С трудом доработав до обеда, мы пошли навестить Трухлявого. С ним Валера завел дружбу недавно, но здорово преуспел: у старого конвоира на фронте погиб сын такого же возраста, других детей Бог не дал. Старуха померла сразу после войны, и Трухлявый доживает век. Скорее по инерции: служит в ВОХРе, дома нянчит внуков — детей племянницы, неизвестно от кого прижитых. У него ревматизм, подагра и, кажется, туберкулез. В ВОХРе он служит последнюю зиму, весной уйдет на пенсию сажать картошку и, если ноги не подведут, рыбачить. Нижняя Тунгуска, по его словам, сильно богата рыбой. Ловятся и щуки, и налимы, и язи, попадаются хариусы и даже стерляди. Одну такую чудо-рыбу он как-то принес в оцепление для Валеры.

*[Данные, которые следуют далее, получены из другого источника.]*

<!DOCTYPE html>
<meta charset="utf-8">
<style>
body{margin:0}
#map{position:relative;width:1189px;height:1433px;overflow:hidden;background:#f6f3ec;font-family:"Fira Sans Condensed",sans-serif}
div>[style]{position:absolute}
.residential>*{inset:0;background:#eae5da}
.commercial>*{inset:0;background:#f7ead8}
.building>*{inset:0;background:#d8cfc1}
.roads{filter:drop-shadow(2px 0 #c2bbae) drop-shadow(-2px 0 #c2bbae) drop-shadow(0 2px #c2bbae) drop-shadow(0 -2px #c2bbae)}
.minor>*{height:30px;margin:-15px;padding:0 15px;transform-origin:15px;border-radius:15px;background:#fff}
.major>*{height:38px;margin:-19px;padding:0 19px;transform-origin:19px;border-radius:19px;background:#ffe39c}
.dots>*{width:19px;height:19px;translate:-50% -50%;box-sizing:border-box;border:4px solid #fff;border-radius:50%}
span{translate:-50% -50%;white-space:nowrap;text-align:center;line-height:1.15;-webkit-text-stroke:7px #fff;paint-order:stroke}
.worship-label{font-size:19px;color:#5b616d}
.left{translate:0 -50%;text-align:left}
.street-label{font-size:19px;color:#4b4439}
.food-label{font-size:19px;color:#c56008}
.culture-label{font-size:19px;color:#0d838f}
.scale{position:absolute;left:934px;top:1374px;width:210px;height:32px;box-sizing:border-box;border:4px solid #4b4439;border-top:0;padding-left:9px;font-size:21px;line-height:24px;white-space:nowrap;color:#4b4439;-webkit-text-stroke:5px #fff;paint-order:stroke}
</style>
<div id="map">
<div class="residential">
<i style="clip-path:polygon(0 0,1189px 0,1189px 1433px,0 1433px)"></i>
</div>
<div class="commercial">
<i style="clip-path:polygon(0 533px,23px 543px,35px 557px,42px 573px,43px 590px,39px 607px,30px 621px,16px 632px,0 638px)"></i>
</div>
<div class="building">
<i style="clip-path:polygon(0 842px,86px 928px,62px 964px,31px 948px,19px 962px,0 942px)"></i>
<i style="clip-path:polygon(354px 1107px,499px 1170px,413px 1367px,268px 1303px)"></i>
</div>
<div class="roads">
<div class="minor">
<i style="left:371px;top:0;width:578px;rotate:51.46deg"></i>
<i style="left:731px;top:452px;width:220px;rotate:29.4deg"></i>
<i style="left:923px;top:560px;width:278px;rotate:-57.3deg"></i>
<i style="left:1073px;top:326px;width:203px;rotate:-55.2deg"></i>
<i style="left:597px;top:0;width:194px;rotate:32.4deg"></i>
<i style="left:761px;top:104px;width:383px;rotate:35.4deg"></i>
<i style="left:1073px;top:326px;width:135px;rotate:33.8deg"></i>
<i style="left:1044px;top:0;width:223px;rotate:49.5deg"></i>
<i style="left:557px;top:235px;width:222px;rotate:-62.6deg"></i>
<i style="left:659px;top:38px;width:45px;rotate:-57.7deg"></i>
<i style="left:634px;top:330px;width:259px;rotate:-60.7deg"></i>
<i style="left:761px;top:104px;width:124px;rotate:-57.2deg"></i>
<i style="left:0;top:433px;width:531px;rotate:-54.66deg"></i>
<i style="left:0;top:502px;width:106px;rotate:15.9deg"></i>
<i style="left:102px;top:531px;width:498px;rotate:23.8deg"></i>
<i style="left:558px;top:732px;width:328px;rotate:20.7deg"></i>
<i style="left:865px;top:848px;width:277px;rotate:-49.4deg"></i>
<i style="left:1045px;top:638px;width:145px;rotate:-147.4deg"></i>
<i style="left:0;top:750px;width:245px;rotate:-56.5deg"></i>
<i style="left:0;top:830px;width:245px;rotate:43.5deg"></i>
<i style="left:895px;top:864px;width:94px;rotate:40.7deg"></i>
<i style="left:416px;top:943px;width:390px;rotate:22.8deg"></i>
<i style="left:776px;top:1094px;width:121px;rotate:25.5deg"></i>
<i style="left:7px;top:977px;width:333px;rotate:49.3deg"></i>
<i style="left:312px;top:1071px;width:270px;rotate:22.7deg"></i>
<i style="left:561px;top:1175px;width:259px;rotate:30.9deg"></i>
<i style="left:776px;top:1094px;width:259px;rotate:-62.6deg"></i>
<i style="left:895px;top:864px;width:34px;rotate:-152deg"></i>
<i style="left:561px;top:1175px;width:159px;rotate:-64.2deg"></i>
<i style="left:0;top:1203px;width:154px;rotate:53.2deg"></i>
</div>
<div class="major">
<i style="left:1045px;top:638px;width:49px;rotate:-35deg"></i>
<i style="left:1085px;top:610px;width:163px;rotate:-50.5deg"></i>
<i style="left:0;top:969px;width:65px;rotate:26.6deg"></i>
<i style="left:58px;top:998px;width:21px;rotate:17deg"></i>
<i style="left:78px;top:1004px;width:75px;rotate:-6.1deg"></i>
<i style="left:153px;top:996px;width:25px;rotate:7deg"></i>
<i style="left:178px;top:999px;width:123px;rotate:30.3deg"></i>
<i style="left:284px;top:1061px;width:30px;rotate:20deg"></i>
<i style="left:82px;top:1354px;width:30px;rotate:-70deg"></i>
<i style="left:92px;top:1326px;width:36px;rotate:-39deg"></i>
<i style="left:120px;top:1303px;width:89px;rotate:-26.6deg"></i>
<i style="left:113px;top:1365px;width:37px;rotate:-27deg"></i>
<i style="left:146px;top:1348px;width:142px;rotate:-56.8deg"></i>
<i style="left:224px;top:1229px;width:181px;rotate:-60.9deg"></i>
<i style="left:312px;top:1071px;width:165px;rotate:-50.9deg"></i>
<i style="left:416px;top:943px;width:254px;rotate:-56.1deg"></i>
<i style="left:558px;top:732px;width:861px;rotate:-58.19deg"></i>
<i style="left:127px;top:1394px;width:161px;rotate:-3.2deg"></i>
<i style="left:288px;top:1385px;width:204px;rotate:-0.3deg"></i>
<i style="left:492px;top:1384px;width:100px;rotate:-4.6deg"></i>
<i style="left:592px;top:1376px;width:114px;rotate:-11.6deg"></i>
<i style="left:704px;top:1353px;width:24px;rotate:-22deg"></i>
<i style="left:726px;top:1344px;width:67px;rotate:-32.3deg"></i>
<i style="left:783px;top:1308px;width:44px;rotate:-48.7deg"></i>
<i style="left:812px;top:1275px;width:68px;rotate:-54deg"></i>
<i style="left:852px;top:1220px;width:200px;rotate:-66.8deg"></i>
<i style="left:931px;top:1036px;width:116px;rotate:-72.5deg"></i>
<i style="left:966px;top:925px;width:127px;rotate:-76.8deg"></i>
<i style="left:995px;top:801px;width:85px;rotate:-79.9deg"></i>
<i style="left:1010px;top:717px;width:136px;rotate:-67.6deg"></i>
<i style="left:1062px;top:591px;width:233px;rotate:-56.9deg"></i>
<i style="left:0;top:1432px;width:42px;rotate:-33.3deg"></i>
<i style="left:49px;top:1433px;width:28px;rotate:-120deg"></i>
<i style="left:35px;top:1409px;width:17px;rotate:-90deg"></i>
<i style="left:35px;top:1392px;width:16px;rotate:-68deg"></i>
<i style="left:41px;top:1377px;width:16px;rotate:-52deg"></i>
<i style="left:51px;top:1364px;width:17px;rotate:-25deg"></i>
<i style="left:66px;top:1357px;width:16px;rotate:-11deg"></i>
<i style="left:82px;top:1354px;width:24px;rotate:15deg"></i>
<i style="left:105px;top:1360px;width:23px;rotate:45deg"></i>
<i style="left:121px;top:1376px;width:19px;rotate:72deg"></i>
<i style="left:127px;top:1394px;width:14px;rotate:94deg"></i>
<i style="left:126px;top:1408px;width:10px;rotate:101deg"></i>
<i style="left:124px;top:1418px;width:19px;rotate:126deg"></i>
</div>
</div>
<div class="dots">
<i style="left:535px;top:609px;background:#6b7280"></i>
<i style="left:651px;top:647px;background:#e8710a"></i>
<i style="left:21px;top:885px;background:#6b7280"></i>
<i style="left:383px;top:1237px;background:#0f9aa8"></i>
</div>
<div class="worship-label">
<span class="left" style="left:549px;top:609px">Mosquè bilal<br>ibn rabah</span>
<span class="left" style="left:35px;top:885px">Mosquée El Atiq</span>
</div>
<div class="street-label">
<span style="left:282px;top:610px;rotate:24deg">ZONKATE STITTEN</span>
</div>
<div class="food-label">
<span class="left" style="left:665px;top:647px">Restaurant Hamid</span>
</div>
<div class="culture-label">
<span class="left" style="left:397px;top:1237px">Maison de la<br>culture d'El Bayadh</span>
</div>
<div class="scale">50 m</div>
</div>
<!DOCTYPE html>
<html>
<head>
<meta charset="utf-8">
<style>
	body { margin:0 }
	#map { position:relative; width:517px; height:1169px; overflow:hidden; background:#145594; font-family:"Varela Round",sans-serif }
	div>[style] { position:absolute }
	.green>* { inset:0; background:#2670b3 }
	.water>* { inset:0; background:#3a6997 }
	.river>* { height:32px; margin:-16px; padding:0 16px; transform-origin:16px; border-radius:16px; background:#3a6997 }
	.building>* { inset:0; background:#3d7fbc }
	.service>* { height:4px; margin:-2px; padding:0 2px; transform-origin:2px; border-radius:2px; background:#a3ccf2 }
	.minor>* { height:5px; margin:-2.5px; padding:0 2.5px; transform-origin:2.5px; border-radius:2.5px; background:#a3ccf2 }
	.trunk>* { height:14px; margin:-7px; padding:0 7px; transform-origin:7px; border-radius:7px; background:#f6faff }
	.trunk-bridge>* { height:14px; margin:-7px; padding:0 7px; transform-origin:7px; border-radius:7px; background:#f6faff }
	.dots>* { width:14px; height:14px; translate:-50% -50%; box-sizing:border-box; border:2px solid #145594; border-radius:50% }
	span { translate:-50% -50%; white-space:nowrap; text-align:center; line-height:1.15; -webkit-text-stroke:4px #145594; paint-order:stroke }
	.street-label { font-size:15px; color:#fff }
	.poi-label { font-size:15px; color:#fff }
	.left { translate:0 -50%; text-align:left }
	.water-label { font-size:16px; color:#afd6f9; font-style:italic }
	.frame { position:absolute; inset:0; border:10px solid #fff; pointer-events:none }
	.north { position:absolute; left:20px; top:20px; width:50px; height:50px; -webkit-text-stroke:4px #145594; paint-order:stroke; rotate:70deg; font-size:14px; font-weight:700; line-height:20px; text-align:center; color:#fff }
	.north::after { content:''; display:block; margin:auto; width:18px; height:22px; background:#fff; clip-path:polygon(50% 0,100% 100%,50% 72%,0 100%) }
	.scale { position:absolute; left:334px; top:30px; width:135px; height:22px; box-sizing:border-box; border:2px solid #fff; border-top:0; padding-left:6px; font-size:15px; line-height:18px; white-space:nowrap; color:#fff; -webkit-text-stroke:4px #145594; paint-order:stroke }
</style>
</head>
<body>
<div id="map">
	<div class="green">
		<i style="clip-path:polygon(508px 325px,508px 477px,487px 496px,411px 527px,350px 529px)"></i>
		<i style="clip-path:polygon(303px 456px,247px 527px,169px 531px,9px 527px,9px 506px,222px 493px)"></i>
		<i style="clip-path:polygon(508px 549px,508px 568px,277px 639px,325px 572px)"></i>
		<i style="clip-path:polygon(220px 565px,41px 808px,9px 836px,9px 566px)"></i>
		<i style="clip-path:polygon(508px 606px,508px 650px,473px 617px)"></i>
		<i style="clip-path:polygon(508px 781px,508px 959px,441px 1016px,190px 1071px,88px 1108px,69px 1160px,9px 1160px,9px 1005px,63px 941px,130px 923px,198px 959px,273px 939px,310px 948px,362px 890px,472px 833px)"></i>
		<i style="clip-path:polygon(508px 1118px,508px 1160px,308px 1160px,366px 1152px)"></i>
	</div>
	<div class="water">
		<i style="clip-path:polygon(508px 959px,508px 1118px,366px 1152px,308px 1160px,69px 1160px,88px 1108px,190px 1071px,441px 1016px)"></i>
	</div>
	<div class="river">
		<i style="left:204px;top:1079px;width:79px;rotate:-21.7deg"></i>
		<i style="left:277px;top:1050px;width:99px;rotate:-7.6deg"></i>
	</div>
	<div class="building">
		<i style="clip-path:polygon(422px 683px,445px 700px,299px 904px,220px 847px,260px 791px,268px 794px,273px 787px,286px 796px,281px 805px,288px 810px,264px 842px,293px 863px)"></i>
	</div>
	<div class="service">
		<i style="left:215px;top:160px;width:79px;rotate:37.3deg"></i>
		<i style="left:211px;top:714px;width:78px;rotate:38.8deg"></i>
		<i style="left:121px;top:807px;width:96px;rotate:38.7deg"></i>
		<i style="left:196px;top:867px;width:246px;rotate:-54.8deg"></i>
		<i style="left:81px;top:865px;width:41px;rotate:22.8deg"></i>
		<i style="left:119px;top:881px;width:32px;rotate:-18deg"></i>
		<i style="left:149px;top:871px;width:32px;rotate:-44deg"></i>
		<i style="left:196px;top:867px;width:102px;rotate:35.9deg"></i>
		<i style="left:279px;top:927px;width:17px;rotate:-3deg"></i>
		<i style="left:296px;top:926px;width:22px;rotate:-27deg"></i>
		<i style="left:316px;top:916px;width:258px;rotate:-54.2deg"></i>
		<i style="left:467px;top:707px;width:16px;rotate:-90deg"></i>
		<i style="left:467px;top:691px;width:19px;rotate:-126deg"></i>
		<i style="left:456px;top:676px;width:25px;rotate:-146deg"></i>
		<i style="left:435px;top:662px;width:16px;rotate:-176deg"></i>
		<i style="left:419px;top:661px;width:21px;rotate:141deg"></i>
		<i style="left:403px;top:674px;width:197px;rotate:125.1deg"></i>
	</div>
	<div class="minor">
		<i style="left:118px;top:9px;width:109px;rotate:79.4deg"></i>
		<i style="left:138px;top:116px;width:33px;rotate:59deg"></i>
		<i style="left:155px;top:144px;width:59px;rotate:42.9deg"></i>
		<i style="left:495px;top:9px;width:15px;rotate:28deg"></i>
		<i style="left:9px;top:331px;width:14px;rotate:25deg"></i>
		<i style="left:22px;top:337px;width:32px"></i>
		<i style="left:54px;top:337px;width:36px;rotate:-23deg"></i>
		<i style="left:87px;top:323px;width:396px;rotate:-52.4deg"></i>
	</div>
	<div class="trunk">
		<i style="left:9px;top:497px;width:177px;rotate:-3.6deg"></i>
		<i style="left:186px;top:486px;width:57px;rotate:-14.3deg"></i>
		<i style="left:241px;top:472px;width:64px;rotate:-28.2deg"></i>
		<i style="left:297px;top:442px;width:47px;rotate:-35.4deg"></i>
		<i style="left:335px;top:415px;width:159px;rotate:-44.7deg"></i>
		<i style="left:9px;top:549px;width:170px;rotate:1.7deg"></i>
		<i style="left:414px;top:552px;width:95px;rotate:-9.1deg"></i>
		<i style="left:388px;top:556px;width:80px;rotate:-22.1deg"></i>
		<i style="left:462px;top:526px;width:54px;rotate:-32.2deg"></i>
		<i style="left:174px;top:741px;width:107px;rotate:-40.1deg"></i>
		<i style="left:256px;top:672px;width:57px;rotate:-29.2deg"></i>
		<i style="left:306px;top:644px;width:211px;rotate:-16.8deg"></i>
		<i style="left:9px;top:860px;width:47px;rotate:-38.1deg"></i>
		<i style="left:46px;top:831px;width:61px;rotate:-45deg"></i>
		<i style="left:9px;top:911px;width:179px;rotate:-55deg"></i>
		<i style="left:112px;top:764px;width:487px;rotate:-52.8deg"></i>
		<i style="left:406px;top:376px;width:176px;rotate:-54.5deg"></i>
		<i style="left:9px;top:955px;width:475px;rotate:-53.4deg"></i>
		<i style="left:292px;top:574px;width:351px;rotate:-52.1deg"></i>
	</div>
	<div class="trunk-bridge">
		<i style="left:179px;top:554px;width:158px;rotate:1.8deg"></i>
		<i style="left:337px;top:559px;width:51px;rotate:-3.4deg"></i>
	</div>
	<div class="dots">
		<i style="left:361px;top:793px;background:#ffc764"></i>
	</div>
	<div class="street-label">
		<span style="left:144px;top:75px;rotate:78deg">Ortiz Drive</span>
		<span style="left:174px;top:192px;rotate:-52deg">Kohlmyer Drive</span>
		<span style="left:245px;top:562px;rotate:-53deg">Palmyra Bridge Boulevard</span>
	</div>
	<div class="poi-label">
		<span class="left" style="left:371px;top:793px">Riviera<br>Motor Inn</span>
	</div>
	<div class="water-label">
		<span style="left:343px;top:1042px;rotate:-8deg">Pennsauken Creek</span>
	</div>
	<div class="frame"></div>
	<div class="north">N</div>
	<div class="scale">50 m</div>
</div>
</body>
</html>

Мы понимали, что за поведением нашего вожака кроется хитрость, он хочет устроить побег во время дежурства Трухлявого. Участок тайги, где ведутся разработки, называется оцеплением. Еще до прихода бригад стрелки обегают вокруг этого участка на лыжах. Переход лыжни считается побегом, охрана стреляет без предупреждения. Однако внутри оцепления валежник сухой давно сожгли, и теперь для костров, где обогревается ВОХРа, ходят за оцепление, иногда довольно далеко. Заготовители сушняка идут в сопровождении охранника, чтобы перейти лыжню, надо получить разрешение начальника конвоя. Можно, конечно, жечь сырые сучья — их скапливаются горы, — но сырое дерево сильно дымит, стрелки матерятся — густой дым ест глаза, застилает от них наблюдаемый участок. Случалось, зэки использовали эту дымовую завесу для побега.

Между советским лагерником и серым волком много общего. Оба наблюдательны, осторожны, терпеливы, неслышны. У обоих один смертельный враг, оба отличаются жестокостью, и оба всегда голодны. У них нет чувства товарищества, преданности дружбе и даже любви к самке.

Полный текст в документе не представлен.